DETAILED DESCRIPTION OF THE PREFERRED EMBODIMENTS
[0028] As described above, files and documents containing both
unstructured and structured data are arbitrarily scattered over
thousands of web sites in hundreds of various formats. This
information is typically stored on heterogeneous computer systems
connected to a distributed network, such as illustrated in FIG. 1.
An exemplary network system arrangement 100 for use with the
present invention is shown. The environment 100 has a plurality of
remote server computers 106A, 106B . . . connected to data network
105 through respective network connections. These network
connections are wired or wireless and are implemented using any
known protocol. Similarly, data network 105 may be any one of a
global data network (e.g., the Internet), a regional data network,
or a local area network. The network 105 may use common high-level
protocols, such as TCP/IP and may comprise multiple networks of
differing protocols connected through appropriate gateways.

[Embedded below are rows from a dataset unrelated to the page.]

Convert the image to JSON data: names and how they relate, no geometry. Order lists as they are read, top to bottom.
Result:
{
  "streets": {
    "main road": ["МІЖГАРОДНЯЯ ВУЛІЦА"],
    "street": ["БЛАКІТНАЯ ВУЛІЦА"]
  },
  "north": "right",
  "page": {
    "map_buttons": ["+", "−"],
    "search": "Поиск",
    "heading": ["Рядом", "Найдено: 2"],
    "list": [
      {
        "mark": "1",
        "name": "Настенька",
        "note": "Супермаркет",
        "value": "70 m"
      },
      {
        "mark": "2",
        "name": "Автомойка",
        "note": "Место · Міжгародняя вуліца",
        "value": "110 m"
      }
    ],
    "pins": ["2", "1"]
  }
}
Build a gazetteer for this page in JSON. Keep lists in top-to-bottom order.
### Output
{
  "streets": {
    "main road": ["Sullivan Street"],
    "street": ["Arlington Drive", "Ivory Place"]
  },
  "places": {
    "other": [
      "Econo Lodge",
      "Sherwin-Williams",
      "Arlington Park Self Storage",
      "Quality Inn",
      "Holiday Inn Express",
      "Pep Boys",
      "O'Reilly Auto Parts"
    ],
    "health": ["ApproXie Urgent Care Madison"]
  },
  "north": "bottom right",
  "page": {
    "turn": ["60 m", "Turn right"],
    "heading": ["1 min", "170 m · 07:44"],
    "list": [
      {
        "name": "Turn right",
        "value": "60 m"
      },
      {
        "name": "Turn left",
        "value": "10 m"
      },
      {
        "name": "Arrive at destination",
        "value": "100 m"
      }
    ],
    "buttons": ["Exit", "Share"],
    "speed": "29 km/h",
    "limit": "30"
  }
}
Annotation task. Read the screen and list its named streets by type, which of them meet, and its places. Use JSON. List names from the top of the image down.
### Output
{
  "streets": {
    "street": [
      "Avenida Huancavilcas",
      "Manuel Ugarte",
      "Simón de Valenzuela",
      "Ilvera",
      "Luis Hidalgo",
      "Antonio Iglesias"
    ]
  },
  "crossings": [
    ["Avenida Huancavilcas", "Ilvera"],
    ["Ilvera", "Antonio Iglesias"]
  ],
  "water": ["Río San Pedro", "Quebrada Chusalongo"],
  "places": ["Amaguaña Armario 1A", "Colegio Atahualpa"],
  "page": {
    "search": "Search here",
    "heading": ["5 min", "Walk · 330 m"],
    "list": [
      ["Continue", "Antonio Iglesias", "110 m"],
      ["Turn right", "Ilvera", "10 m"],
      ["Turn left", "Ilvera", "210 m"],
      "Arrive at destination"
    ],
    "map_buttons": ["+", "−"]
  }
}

[0029] Remote server 106A may include a storage device 107 for
storing electronic data files 108, for example, files 108A, 108B,
108C and 108N. While each remote server 106A, 106B . . . can host
any unique number or type of electronic files accessible over data
network 105, server 106A is shown in more detail for illustration
purposes only. As one of ordinary skill in the art would
appreciate, storage device 107 may be any type of storage device or
storage medium such as hard disks, cloud storage, CD-ROMs, flash
memory, DRAM and may also include a collection of devices (e.g.,
Redundant Array of Independent Disks ("RAID")). Similarly, it
should be understood that remote server 106A and data source 107
could reside on the same computing device or on different computing
devices.
[0030] Data source 107 is shown to store N file types. These files
108 may include, but are not limited to, text documents, tables and
graphs, image files containing mostly graphics, image files
containing text and numerical data, multimedia files, portable
document format ("PDF") files, a mixture of these file types, and
so on. Each file contains structured, unstructured, or a
combination of both data types. These file types are often found as
a combination, for example, as a web page or HyperText Markup
Language ("HTML") document that make up a larger web site. A web
page may also include embedded data and provide links to other data
formats located on data source 107. In order to access files 108, a
Uniform Resource Locator ("URL") is used in one embodiment to
specify a network address of the files 108 stored in data source
107.
[0031] Server 106A controls access to the files 108 located in data
source 107. Accordingly, a user connected to data network 105
through client device 104 requests access to files 108. The
connection between data network 105 and client device 104 is often
provided through an Internet Service Provider (ISP). Client device
104 includes, but is not limited to, laptops, desktops, cellular
phones, personal digital assistants (PDA), multiprocessor systems,
microprocessor-based systems, programmable consumer electronics,
telephony systems, distributed computing environments, set top
boxes, and so on.
[0032] Conventional search engines based on keyword or phrase
queries can direct users to files 108. For example, users of client
device 104 access a search engine (e.g., Google.RTM.) through an
Internet browser (not shown) running on device 104. The users then
enter search queries into device 104 through input devices (not
shown) such as keyboards, microphones, pointing devices, scanners,
game pads, and the like. Conventional search engines compare
keywords of the query to keywords describing a file on the data
network and if a match is found, the search engine will display the
file or a link to the file in its original format. Alternatively,
users of client device 104, for example, can access files 108
directly through a known URL of a specific file.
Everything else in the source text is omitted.